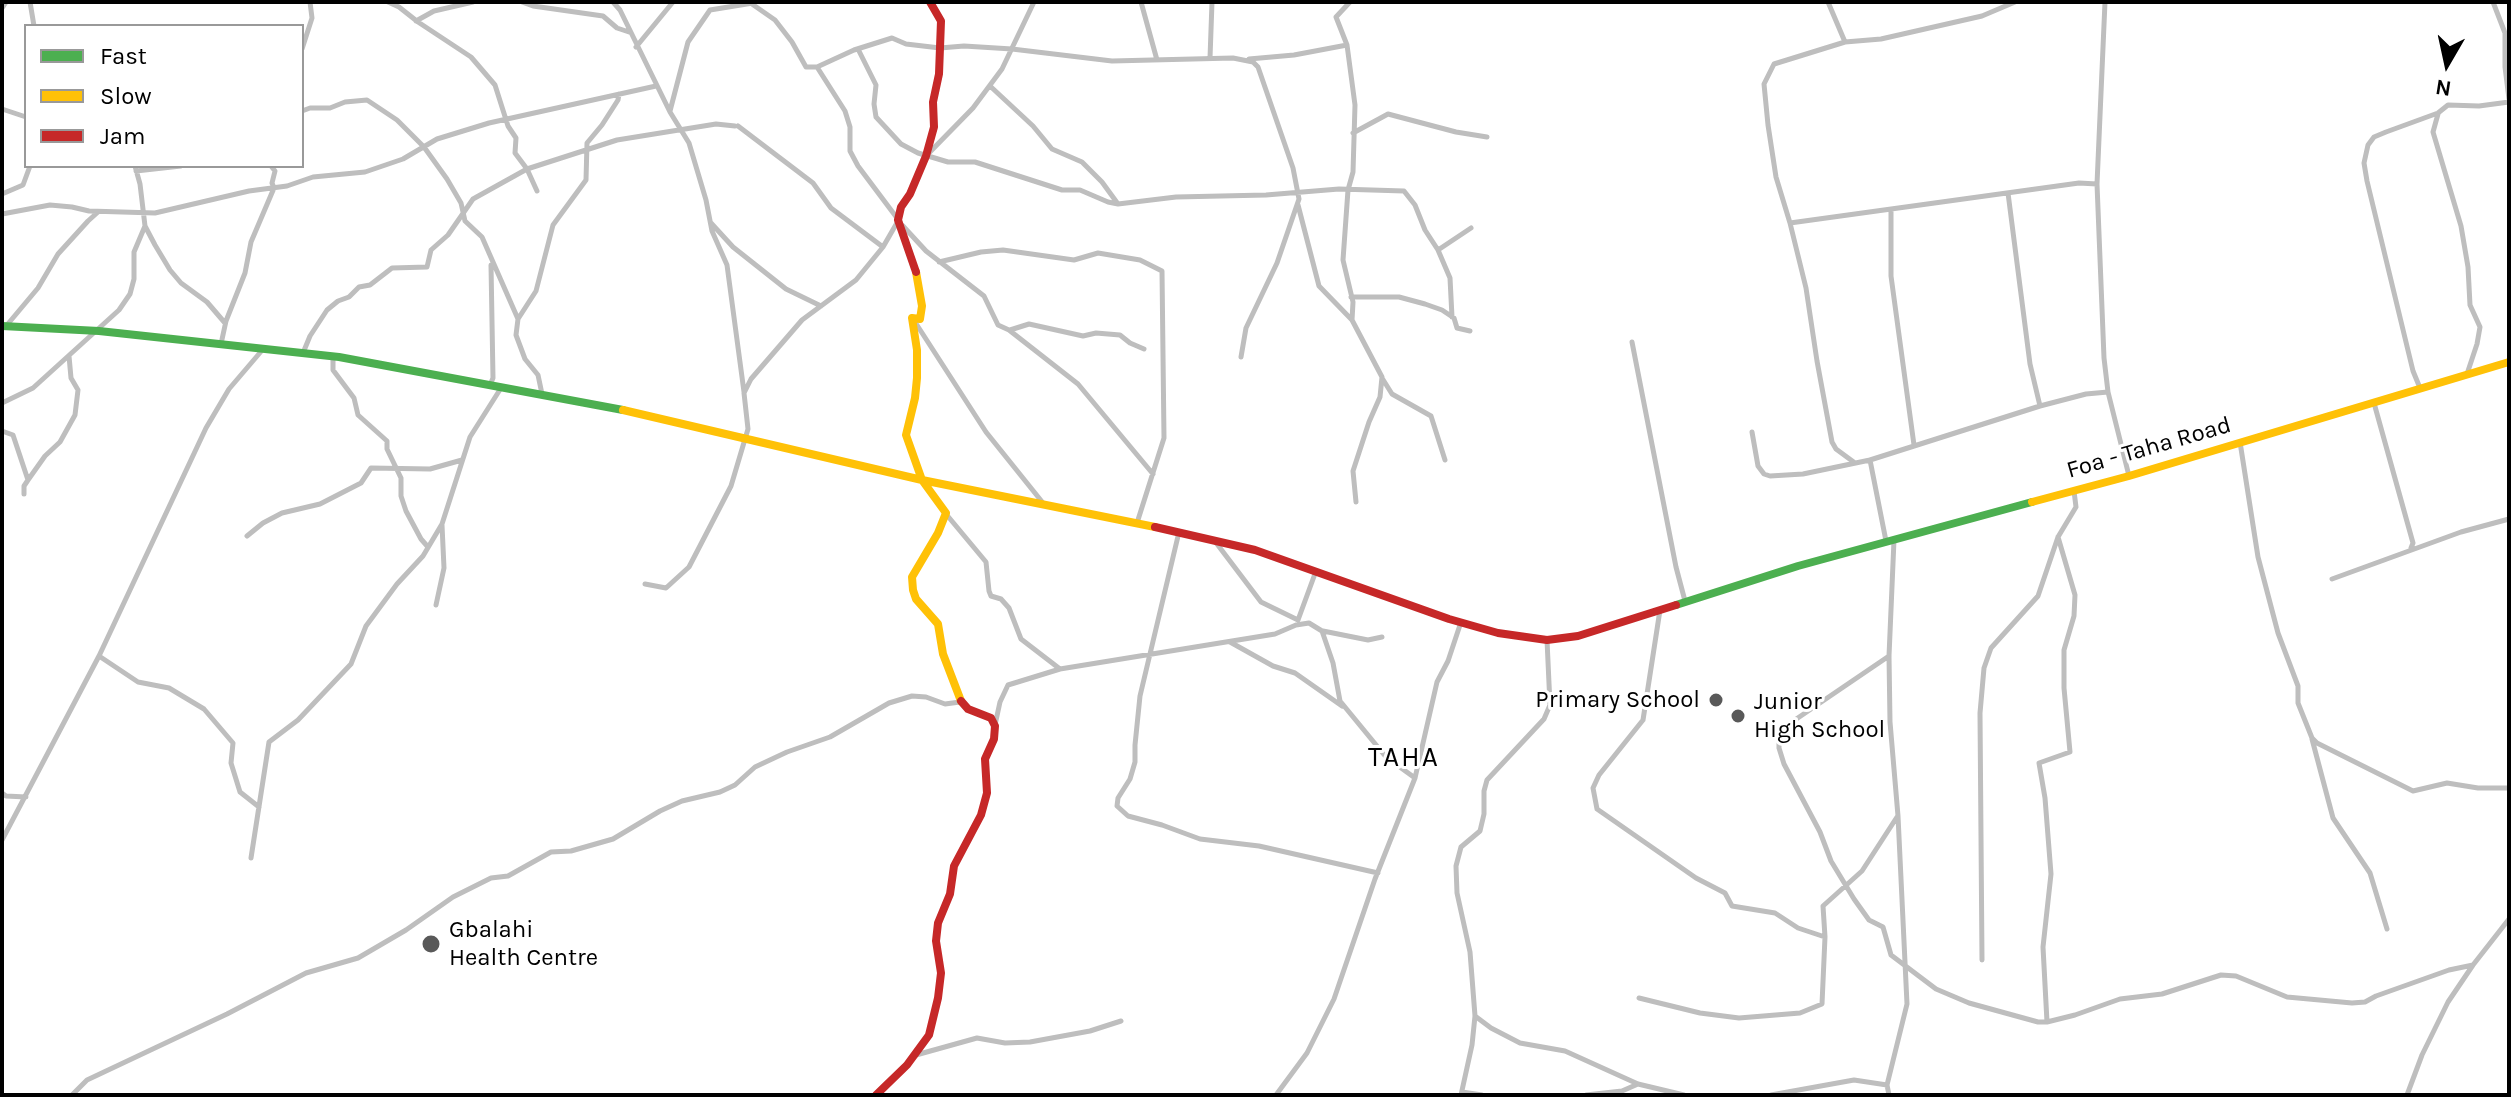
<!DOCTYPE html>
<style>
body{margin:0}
#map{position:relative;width:2511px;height:1097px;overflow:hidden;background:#fff;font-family:Karla,sans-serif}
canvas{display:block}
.frame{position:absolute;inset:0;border:4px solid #000;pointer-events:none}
.legend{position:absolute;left:24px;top:24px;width:280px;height:144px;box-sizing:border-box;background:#fff;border:2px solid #999;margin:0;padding:10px 14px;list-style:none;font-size:24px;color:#000}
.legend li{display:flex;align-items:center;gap:16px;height:40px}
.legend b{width:40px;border:2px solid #999}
.north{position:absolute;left:2407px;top:24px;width:80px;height:80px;-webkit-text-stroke:6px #fff;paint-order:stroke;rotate:189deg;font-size:22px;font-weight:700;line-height:32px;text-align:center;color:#000}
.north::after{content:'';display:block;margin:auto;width:28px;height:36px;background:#000;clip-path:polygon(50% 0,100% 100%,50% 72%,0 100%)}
</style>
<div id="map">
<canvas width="2511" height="1097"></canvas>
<div class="frame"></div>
<ul class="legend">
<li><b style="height:10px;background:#4caf50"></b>Fast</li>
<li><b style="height:10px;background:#ffc107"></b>Slow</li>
<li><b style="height:10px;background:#c62828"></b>Jam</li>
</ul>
<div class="north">N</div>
</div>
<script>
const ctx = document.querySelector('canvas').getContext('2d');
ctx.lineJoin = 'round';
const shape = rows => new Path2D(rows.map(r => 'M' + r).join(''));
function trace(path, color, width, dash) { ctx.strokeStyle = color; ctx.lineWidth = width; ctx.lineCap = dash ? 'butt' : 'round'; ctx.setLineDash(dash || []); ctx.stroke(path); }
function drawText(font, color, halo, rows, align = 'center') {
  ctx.font = font + ' Karla,sans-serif'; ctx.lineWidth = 6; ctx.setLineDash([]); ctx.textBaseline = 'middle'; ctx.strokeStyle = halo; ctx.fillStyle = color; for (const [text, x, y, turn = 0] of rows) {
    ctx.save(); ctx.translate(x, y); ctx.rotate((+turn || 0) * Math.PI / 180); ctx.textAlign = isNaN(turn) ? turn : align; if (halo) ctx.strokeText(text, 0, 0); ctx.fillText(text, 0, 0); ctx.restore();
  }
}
trace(shape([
 [30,2,34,26],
 [388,2,399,7,418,22,471,57,495,85,508,126,516,138,515,153,527,169,537,191],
 [522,2,533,6,603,16,617,28,629,32],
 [613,2,620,10,670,112,689,143,706,200,712,231,727,265,744,392],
 [1141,2,1157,60],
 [1350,2,1336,17,1347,45,1355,105,1353,172,1348,190,1343,260,1353,302,1352,320],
 [1828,2,1845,42],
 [2015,2,1982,16,1881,39,1845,42,1774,64,1764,84,1768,125,1776,177,1790,223,2079,183,2097,184],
 [2105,2,2097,184,2104,358,2108,392,2129,476],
 [2493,2,2505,33,2505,67,2509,99],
 [752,4,775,20,792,42,806,67,817,67,854,50,892,38,906,44,940,48,964,46,1012,49,1112,61,1233,58,1253,62,1258,67,1293,168,1299,199,1277,263,1246,328,1241,357],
 [2,8,6,2],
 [416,21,434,11,473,2],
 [636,47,673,2],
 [302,49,312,18,310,2],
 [858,49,876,85,874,104,876,117,901,144,918,153,948,162,975,162,1062,190,1080,190,1108,202,1118,204],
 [1210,58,1212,2],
 [1249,59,1294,55,1347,45],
 [817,67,845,111,850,127,850,151,858,166,897,218],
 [990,86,1033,126,1052,149,1082,162,1102,182,1118,204,1176,197,1266,195,1339,189,1404,191,1415,205,1425,230,1438,250,1450,278,1452,317],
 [2,109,26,117],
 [302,111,310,108,330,108,345,102,367,100,397,120,424,147,447,179,461,203,465,221,482,237,518,319],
 [670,111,688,42,710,10,753,3],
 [2438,114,2433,132,2461,226,2468,267,2470,305,2480,327,2477,344,2467,374],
 [738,126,813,183,831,208,883,247],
 [1353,133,1388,114,1456,132,1487,137],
 [928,154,973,108,1002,69,1034,2],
 [135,166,140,184,145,226,155,245,170,270,181,283,207,302,225,323],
 [136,171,181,166],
 [2008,193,2030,364,2040,406],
 [2,194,23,185,30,166],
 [1298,205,1319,286,1352,320,1382,377,1380,397,1369,422,1353,471,1356,502],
 [1891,209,1891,276,1914,445],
 [2,214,50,205,72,207,89,211,155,213,249,191,287,186,313,177,365,172,403,159,437,139,489,123,656,86],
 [711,223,733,247,786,289,821,306],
 [1790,223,1806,288,1817,361,1832,442,1836,449,1855,463],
 [903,226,926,251,984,296,998,325,1009,330,1078,384,1153,474],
 [1438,250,1471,228],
 [939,262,981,252,1003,250,1074,260,1098,253,1140,260,1162,271,1164,438,1137,523],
 [1351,297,1399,297,1425,304,1442,310,1454,318,1457,328,1470,331],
 [915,322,986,432,1043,503],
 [7,325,38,288,58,254,88,221,98,212],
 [1010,330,1029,324,1083,336,1096,333,1120,335,1130,343,1144,349],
 [1632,342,1676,567,1685,601],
 [221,344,226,321,245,273,251,242,274,188,272,183,275,171,271,166],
 [303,353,310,336,327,310,338,301,349,297,359,287,370,285,392,268,427,267,431,250,448,235,473,199,527,169,617,140,716,124,735,126],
 [333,357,333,370,354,398,358,415,387,441,387,449,401,478,401,496,406,511,421,539,428,547],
 [1382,378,1392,394,1431,416,1445,460],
 [490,385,493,378,491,265],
 [2420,388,2413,371,2367,181,2364,163,2368,145,2374,137,2386,132,2438,113,2448,105,2479,106,2509,102],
 [542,394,538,375,525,359,516,335,518,319,536,291,553,225,586,180,587,143,602,125,618,100,619,94],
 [2,403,33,388,119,310,130,294,134,279,134,252,145,226],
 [2374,403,2413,543,2411,548],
 [2,431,13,435,28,480],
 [1752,432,1758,466,1764,474,1770,476,1803,474,1870,460],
 [2240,442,2258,557,2278,633,2298,686,2298,703,2312,738,2317,743,2413,791,2447,783,2478,788,2509,788],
 [24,494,24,486,28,480,45,456,60,442,75,415,78,390,71,378,69,356],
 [946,514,986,562,989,591,991,596,1001,599,1009,608,1021,639,1060,669],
 [1179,532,1140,696,1135,745,1135,762,1130,779,1118,798,1117,806,1128,816,1162,825,1200,839,1259,846,1378,873],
 [247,536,263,523,282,513,320,504,361,483,371,468,430,469,462,460],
 [1214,540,1261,602,1298,620],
 [1886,541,1870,460,2040,406,2086,394,2108,392],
 [2332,579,2461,532,2509,519],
 [645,584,666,588,689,567,731,486,748,429,744,393,751,379,802,320,856,280,883,247,898,221],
 [436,605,444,568,442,525],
 [1660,610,1643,720,1599,775,1593,788,1597,809,1696,878,1725,893,1732,906,1775,913,1798,928,1825,937],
 [1298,620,1316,571],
 [1323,631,1368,640,1382,637],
 [1230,642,1273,666,1295,673,1342,706],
 [99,656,138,682,169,688,204,709,233,743,231,763,240,792,259,807],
 [1889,656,1786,726,1779,736,1779,748,1784,764,1820,832,1831,861,1854,899,1869,920,1883,927,1891,955,1936,989,1969,1003,2038,1022,2047,1022,2075,1015,2120,999,2162,994,2221,975,2236,976,2287,997,2352,1003,2365,1002,2376,996,2449,970,2473,965],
 [995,725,1000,702,1008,685,1060,669,1275,634,1296,625,1309,623,1322,631,1333,663,1340,701,1386,757,1415,778],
 [2312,739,2333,818,2370,873,2387,929],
 [2,793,6,796,26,797],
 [2,840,99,656,206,428,229,389,264,348],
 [251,858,269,742,298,720,351,664,366,626,397,584,423,556,442,524,470,437,501,388],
 [1982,960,1980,713,1984,668,1991,648,2038,596,2058,537,2076,507,2074,491],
 [1639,998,1700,1013,1739,1018,1800,1013,1822,1004,1825,937,1823,906,1862,871,1897,817],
 [1475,1016,1491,1028,1520,1043,1565,1051,1638,1084,1684,1095],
 [2047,1022,2043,947,2051,874,2045,798,2039,763,2070,752,2064,688,2064,650,2074,616,2075,595,2058,537],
 [916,1055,977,1038,1005,1043,1030,1042,1090,1031,1121,1021],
 [1462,1092,1482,1095],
 [72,1095,87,1080,227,1014,306,973,358,958,406,930,453,897,491,878,508,876,551,852,571,851,613,839,660,811,682,801,720,792,735,785,755,767,787,752,830,737,889,703,912,696,926,697,945,704,960,702],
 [1276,1095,1307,1053,1334,999,1375,879,1415,778,1437,682,1448,661,1461,622],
 [1461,1095,1472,1045,1475,1016,1470,952,1457,893,1456,866,1461,847,1480,831,1484,814,1484,791,1487,780,1544,719,1550,705,1547,640],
 [1586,1095,1622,1091,1638,1084],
 [1771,1095,1854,1080,1887,1085],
 [1889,1095,1887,1085,1907,1004,1898,816,1890,722,1889,656,1894,540],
 [2407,1095,2422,1055,2448,1002,2473,965,2509,919]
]), '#bebebe', 5);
trace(shape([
 [2,326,99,331,339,357,623,410],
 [1676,605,1798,566,2032,502]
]), '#4caf50', 8);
trace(shape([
 [916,272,922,306,920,319,912,318,917,350,917,378,915,398,906,435,922,480,946,513,938,533,912,577,913,590,916,599,938,624,943,654,961,701],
 [623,410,922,480,1155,527],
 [2032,502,2129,476,2509,362]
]), '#ffc107', 8);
trace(shape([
 [916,272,898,220,901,207,910,194,926,156,934,127,933,102,939,74,941,21,930,2],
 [1155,527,1255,550,1449,619,1498,633,1547,640,1578,636,1676,605],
 [876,1095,907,1065,929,1035,938,998,941,973,936,941,938,923,950,894,954,866,981,815,987,793,985,759,994,739,995,726,991,718,968,709,961,701]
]), '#c62828', 8);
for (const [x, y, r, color] of [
 [1716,700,8,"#595959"],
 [1738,716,8,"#595959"],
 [431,944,10,"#595959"]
]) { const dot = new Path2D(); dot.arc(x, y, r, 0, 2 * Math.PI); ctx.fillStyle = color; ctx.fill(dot); trace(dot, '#fff', 3); }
drawText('24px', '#000', '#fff', [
 ["Foa - Taha Road",2149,448,-16]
]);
drawText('24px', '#000', '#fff', [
 ["Primary School",1700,700,"right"],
 ["Junior",1754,702],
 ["High School",1754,730],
 ["Gbalahi",449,930],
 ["Health Centre",449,958]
], 'left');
ctx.letterSpacing = '2px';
drawText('28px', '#000', '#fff', [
 ["TAHA",1404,758]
]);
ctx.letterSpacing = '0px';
</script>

| TASK GOAL |
Nothing but the lines from the beginning of the material through the line with "function drawText(font, color, halo, rows, align" should appear, printed exactly, with no pictures among them.

| COMPLETED TASK |
<!DOCTYPE html>
<style>
body{margin:0}
#map{position:relative;width:2511px;height:1097px;overflow:hidden;background:#fff;font-family:Karla,sans-serif}
canvas{display:block}
.frame{position:absolute;inset:0;border:4px solid #000;pointer-events:none}
.legend{position:absolute;left:24px;top:24px;width:280px;height:144px;box-sizing:border-box;background:#fff;border:2px solid #999;margin:0;padding:10px 14px;list-style:none;font-size:24px;color:#000}
.legend li{display:flex;align-items:center;gap:16px;height:40px}
.legend b{width:40px;border:2px solid #999}
.north{position:absolute;left:2407px;top:24px;width:80px;height:80px;-webkit-text-stroke:6px #fff;paint-order:stroke;rotate:189deg;font-size:22px;font-weight:700;line-height:32px;text-align:center;color:#000}
.north::after{content:'';display:block;margin:auto;width:28px;height:36px;background:#000;clip-path:polygon(50% 0,100% 100%,50% 72%,0 100%)}
</style>
<div id="map">
<canvas width="2511" height="1097"></canvas>
<div class="frame"></div>
<ul class="legend">
<li><b style="height:10px;background:#4caf50"></b>Fast</li>
<li><b style="height:10px;background:#ffc107"></b>Slow</li>
<li><b style="height:10px;background:#c62828"></b>Jam</li>
</ul>
<div class="north">N</div>
</div>
<script>
const ctx = document.querySelector('canvas').getContext('2d');
ctx.lineJoin = 'round';
const shape = rows => new Path2D(rows.map(r => 'M' + r).join(''));
function trace(path, color, width, dash) { ctx.strokeStyle = color; ctx.lineWidth = width; ctx.lineCap = dash ? 'butt' : 'round'; ctx.setLineDash(dash || []); ctx.stroke(path); }
function drawText(font, color, halo, rows, align = 'center') {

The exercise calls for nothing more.